Google Cloud Professional Data Engineer — Question 231
You are creating the CI/CD cycle for the code of the directed acyclic graphs (DAGs) running in Cloud Composer. Your team has two Cloud Composer instances: one instance for development and another instance for production. Your team is using a Git repository to maintain and develop the code of the DAGs. You want to deploy the DAGs automatically to Cloud Composer when a certain tag is pushed to the Git repository. What should you do?
Answer options
- A. 1. Use Cloud Build to copy the code of the DAG to the Cloud Storage bucket of the development instance for DAG testing. 2. If the tests pass, use Cloud Build to copy the code to the bucket of the production instance.
- B. 1. Use Cloud Build to build a container with the code of the DAG and the KubernetesPodOperator to deploy the code to the Google Kubernetes Engine (GKE) cluster of the development instance for testing. 2. If the tests pass, use the KubernetesPodOperator to deploy the container to the GKE cluster of the production instance.
- C. 1. Use Cloud Build to build a container and the KubernetesPodOperator to deploy the code of the DAG to the Google Kubernetes Engine (GKE) cluster of the development instance for testing. 2. If the tests pass, copy the code to the Cloud Storage bucket of the production instance.

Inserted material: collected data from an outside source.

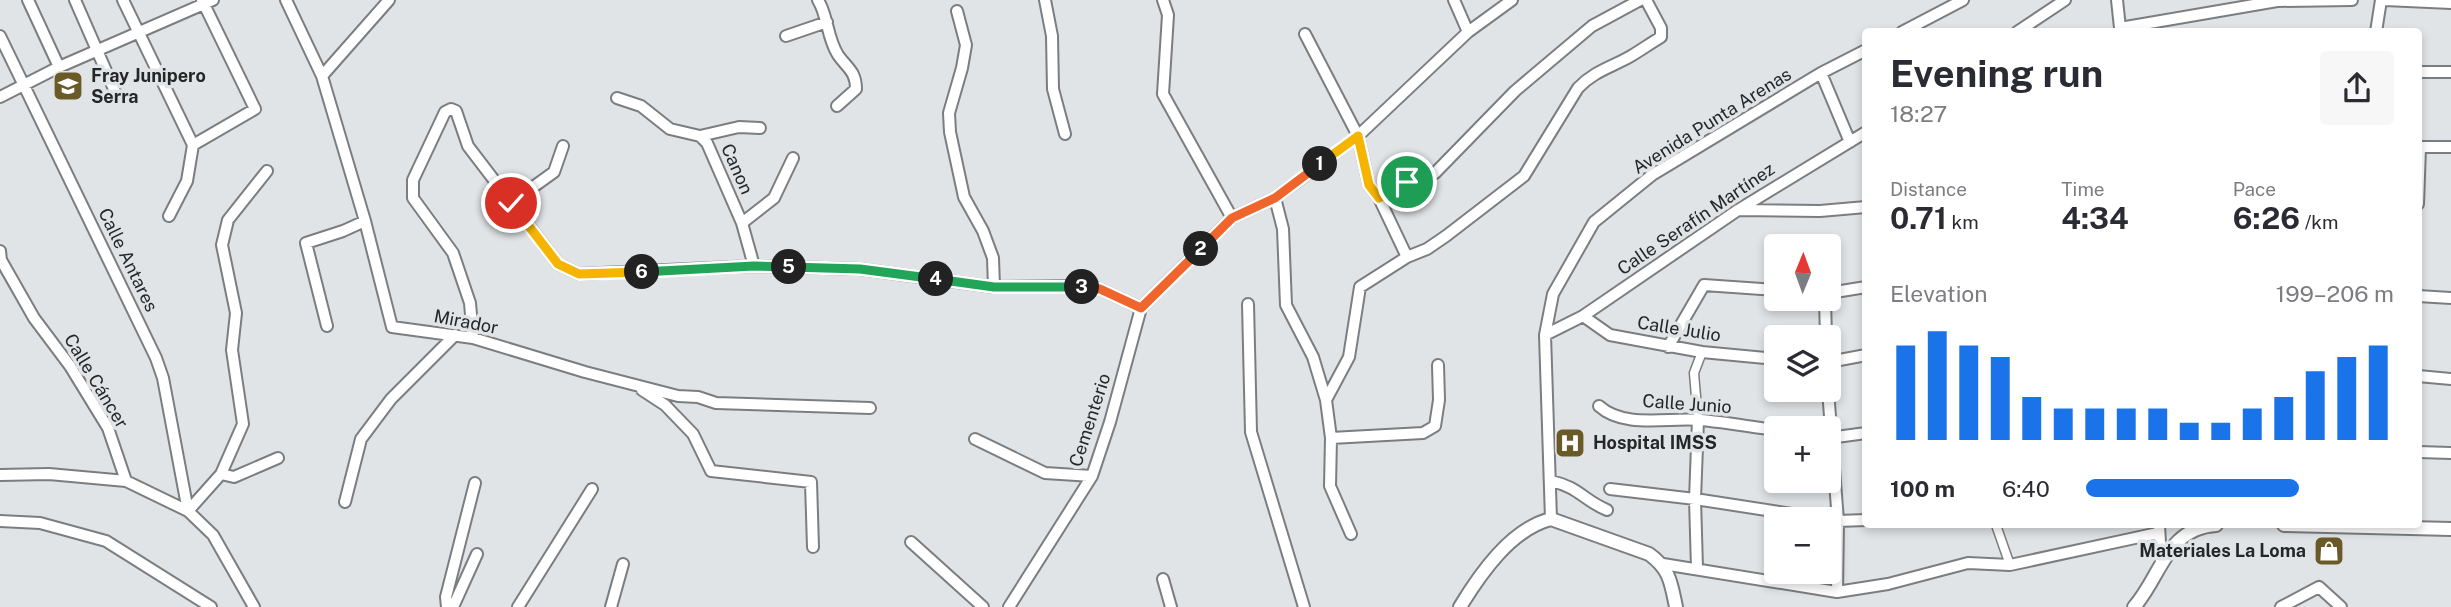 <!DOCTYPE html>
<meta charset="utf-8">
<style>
:root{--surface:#fff;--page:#f7f7f7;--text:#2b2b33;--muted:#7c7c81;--accent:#1a73e8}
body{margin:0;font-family:"Public Sans",sans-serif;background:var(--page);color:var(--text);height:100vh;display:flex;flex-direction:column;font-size:26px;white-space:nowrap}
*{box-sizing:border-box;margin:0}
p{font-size:23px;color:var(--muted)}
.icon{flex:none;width:38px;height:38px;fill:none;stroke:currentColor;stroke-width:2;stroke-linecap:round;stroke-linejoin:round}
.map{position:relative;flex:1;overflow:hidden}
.details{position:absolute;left:1862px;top:28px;width:560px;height:500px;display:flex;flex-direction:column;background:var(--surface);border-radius:7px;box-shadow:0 4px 10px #0003}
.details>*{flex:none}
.needle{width:46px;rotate:1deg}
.controls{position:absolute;left:1764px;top:234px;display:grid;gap:14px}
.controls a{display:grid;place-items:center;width:77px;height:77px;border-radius:7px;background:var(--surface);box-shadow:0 4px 10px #0003;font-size:35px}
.pin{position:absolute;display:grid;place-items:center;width:60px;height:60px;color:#fff;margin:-30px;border:4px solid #fff;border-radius:50%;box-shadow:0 2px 7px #0007}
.km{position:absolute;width:35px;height:35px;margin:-18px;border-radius:50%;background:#222;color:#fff;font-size:19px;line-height:35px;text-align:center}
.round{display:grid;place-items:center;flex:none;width:74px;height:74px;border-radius:7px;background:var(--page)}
.summary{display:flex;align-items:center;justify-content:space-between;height:119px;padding:0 28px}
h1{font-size:38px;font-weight:700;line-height:52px}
.figures{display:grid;grid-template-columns:repeat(3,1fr);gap:10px;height:119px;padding:7px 28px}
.figures div{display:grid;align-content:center}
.figures b{font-size:30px;font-weight:700}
.figures small{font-size:19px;font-weight:400}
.figures p{font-size:19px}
.chart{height:196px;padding:14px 28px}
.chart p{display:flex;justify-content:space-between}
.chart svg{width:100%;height:126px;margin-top:7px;stroke:var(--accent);stroke-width:6}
ul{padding:0 28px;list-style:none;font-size:23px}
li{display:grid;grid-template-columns:112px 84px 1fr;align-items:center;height:52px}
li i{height:18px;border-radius:9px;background:var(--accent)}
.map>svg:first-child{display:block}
</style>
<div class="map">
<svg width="2451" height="607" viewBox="0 0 2451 607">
<rect width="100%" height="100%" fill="#e1e4e6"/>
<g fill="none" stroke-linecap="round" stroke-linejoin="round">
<g stroke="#7b7e80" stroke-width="11">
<path id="pedestrian" d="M 1698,420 L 1694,373 L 1702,352
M 1996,525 L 2010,565"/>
</g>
<g stroke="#7b7e80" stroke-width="14">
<path id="minor" d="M 28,0 L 59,67
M 75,0 L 117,96
M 123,0 L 193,145
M 286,0 L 322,76 L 365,221 L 392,327 L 473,338 L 585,372 L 678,396 L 698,397 L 716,403 L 870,408
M 818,0 C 828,16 827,38 838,55 C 847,68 856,71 856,89 L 837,106
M 1045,0 L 1052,36 L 1053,89 L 1065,134
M 1163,0 L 1168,15 L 1163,94 L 1232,218
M 1454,0 L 1468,32
M 2117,0 L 2120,28
M 2385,0 L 2451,3
M 957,11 L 966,45 L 962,68 L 949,113 L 950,132 L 964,197 L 983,231 L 993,258 L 994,287
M 2120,28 L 2277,1 L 2352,0
M 1902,32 L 1963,0
M 2017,32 L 2065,0
M 2376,32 L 2381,0
M 1305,34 L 1358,136 L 1369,185 L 1379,198 L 1407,257
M 0,36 L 156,358 L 163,378 L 188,511
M 786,36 L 827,22
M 2418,72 L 2451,72
M 1821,73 L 1850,142
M 322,76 L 389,0
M 0,97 L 59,67 L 213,0
M 617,98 L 641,106 L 670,129 L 700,136 L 707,143 L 742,223 L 754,266
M 700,136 L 739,127 L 760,128
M 193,145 L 255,109 L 202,0
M 2418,147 L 2451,147
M 1275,198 L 1283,229 L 1286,305 L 1313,357 L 1326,400 L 1331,438 L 1330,486 L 1351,534
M 1379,198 L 1407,182 L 1435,173 L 1515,91 L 1592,26 L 1640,0
M 511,203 L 554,172 L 563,146
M 2418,204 L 2420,147
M 1739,210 L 1820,211 L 1866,207
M 169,216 L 187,181 L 193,145
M 742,223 L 774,198 L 793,158
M 0,251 L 1,260 L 34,318 L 70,366 L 108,428 L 126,481 L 188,511 L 213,535 L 254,607
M 1829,293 L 1866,287
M 2418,296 L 2451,298
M 1825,299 L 1826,338
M 1248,304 L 1251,432 L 1304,607
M 1141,308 L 1232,218 L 1275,198 L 1358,136 L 1468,32 L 1512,0
M 1583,316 L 1610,335 L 1702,352 L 1776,359
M 327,326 L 306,243 L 343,231 L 365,221
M 1545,335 L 1583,316 L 1738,210 L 1866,132
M 473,338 L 470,303 L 453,253 L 413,198 L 413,180 L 445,112 L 451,109 L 456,111 L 468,146 L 558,264 L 579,274 L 754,266 L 860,269 L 994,287 L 1088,286 L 1100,289 L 1141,308
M 1668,347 L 1704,285 L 1776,290
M 1829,362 L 1866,355
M 2418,376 L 2451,379
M 642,390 L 665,405 L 693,434 L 711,471 L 811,482 L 813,547
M 1828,390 L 1838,521 L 1837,592
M 1326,400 L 1349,357 L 1360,287 L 1407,257 L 1427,249 L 1446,236 L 1524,176 L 1578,88 C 1594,71 1612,67 1631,56 C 1641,50 1651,43 1661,37 L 1661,28 L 1646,0
M 1599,406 C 1624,429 1669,417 1700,420 C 1725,422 1751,427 1776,430
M 1331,438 L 1423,433 L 1435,426 L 1439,400 L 1438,365
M 1829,438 L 1866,433
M 975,439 L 1045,473 L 1092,476
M 2418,452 L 2451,453
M 221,474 L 234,477 L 278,458
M 0,475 L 49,474 L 126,481
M 1551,481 C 1579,487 1583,500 1607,510
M 1610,489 L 1695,499 L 1838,521 L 1866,520
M 345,502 L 361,439 L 391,399 L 455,335
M 188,511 L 221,474 L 243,424 L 232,350 L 236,313 L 222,245 L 228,220 L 267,171
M 1551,519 L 1545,335 L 1553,294 L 1594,222 L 1652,175 L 1821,73 L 1866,50
M 0,521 L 40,523 L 106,541 L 211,607
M 2159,525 L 2161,561
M 911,542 L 983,607
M 1663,564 L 1837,592 L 1888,584 L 1968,563 L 2010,565 L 2158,533
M 1697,568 L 1695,499 L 1698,420
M 1163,579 L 1171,607
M 447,607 L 446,597 L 475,483
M 453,607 L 477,554
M 518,607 L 592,489
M 611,607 L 623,564
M 1009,607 L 1092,476 L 1110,422 L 1141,308
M 2281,607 L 2319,587 L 2341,607"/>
</g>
<g stroke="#7b7e80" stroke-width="16">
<path id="tertiary" d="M 2284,525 L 2451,529
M 1460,607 C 1480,574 1511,529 1551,519 L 1649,554 C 1670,569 1671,583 1676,607
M 2134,607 C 2161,577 2166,528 2216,525"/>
</g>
<use href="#pedestrian" stroke="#fff" stroke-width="8"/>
<use href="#minor" stroke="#fff" stroke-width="10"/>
<use href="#tertiary" stroke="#fff" stroke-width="12"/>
</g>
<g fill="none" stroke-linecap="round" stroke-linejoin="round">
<g stroke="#fff" stroke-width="14">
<path id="split-1" d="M 1320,164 L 1358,136 L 1369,185 L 1379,198 L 1407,182"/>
</g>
<g stroke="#fff" stroke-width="14">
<path id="split-2" d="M 1201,249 L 1232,218 L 1275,198 L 1320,164"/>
</g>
<g stroke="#fff" stroke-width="14">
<path id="split-3" d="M 1082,287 L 1100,289 L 1141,308 L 1201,249"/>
</g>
<g stroke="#fff" stroke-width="14">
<path id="split-4" d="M 936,279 L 994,287 L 1082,287"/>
</g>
<g stroke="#fff" stroke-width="14">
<path id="split-5" d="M 789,267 L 860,269 L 936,279"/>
</g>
<g stroke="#fff" stroke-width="14">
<path id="split-6" d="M 642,272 L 754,266 L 789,267"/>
</g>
<g stroke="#fff" stroke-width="14">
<path id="split-7" d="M 511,203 L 558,264 L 579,274 L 642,272"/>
</g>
<use href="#split-1" stroke="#f5b400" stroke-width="9"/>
<use href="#split-2" stroke="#f0652b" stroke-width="9"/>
<use href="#split-3" stroke="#f0652b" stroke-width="9"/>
<use href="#split-4" stroke="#22a559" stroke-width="9"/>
<use href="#split-5" stroke="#22a559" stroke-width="9"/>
<use href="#split-6" stroke="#22a559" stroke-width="9"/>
<use href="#split-7" stroke="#f5b400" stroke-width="9"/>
</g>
<defs>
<g id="school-square" transform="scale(1.575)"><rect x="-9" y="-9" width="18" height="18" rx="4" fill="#6a5a27" stroke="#e1e4e6"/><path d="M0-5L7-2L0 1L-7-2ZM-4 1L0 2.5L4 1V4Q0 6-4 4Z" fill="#fff"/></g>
<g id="hospital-square" transform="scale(1.575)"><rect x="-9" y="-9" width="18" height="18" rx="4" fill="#6a5a27" stroke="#e1e4e6"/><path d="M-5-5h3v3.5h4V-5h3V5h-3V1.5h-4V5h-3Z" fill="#fff"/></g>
<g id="shop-square" transform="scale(1.575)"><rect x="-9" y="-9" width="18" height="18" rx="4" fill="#6a5a27" stroke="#e1e4e6"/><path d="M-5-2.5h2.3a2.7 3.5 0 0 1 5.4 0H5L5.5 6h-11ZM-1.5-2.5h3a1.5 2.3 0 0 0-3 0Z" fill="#fff"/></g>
</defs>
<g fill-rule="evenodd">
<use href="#school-square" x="68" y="86"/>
<use href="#hospital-square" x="1570" y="443"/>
<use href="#shop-square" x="2329" y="551"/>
</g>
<g text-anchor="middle" stroke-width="7" stroke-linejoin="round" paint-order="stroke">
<g font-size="18" font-weight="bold" fill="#252627" stroke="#e1e4e6" text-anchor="start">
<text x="91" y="82">Fray Junipero<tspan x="91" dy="21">Serra</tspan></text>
<text x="1593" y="449">Hospital IMSS</text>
<text x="2306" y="557" text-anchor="end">Materiales La Loma</text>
</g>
<g font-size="18" fill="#252627" stroke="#e1e4e6">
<text transform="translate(1712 121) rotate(-32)" y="6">Avenida Punta Arenas</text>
<text transform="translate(737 169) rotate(66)" y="6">Canon</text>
<text transform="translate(1696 219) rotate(-34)" y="6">Calle Serafín Martínez</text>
<text transform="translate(128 260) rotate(64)" y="6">Calle Antares</text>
<text transform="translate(466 322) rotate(11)" y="6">Mirador</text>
<text transform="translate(1679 329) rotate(9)" y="6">Calle Julio</text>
<text transform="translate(96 381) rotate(59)" y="6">Calle Cáncer</text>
<text transform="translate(1687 404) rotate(4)" y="6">Calle Junio</text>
<text transform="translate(1090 420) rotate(-72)" y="6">Cementerio</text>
</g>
</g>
</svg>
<div class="controls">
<a><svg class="needle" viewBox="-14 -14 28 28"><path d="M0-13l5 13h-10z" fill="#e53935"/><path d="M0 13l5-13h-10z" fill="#7c7c81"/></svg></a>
<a><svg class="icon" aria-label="layers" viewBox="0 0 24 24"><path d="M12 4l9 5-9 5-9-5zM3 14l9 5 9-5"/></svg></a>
<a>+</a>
<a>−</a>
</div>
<div class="pin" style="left:1407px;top:182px;background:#1e9e55"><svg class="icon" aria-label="arrive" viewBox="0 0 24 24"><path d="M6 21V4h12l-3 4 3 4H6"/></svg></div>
<div class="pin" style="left:511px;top:203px;background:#d93025"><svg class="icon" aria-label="check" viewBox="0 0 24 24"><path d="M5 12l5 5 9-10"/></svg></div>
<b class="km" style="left:1320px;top:164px">1</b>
<b class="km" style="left:1201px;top:249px">2</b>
<b class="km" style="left:1082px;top:287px">3</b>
<b class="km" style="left:936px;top:279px">4</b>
<b class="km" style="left:789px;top:267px">5</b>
<b class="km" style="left:642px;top:272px">6</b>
<section class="details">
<div class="summary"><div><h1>Evening run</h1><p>18:27</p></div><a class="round"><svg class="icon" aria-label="share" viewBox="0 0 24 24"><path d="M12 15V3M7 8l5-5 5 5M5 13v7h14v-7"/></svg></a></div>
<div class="figures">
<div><p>Distance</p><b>0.71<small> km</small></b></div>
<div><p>Time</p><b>4:34</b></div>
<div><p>Pace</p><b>6:26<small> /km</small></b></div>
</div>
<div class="chart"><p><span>Elevation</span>199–206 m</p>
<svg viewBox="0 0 160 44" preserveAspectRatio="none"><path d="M5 44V11M15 44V6M25 44V11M35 44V15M45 44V29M55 44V33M65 44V33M75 44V33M85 44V33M95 44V38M105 44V38M115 44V33M125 44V29M135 44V20M145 44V15M155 44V11"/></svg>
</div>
<ul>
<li><b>100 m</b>6:40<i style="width:69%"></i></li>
</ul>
</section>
</div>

- D. 1. Use Cloud Build to copy the code of the DAG to the Cloud Storage bucket of the development instance for DAG testing. 2. If the tests pass, use Cloud Build to build a container with the code of the DAG and the KubernetesPodOperator to deploy the container to the Google Kubernetes Engine (GKE) cluster of the production instance.
Correct answer: A
Explanation
The correct answer is A because it outlines a straightforward approach of transferring code to the development instance for testing and, upon successful tests, moving it to production. Options B and C involve unnecessary complexity by introducing containerization and GKE deployment, which is not required for the specified task. Option D mixes the correct testing process with an inappropriate production deployment method.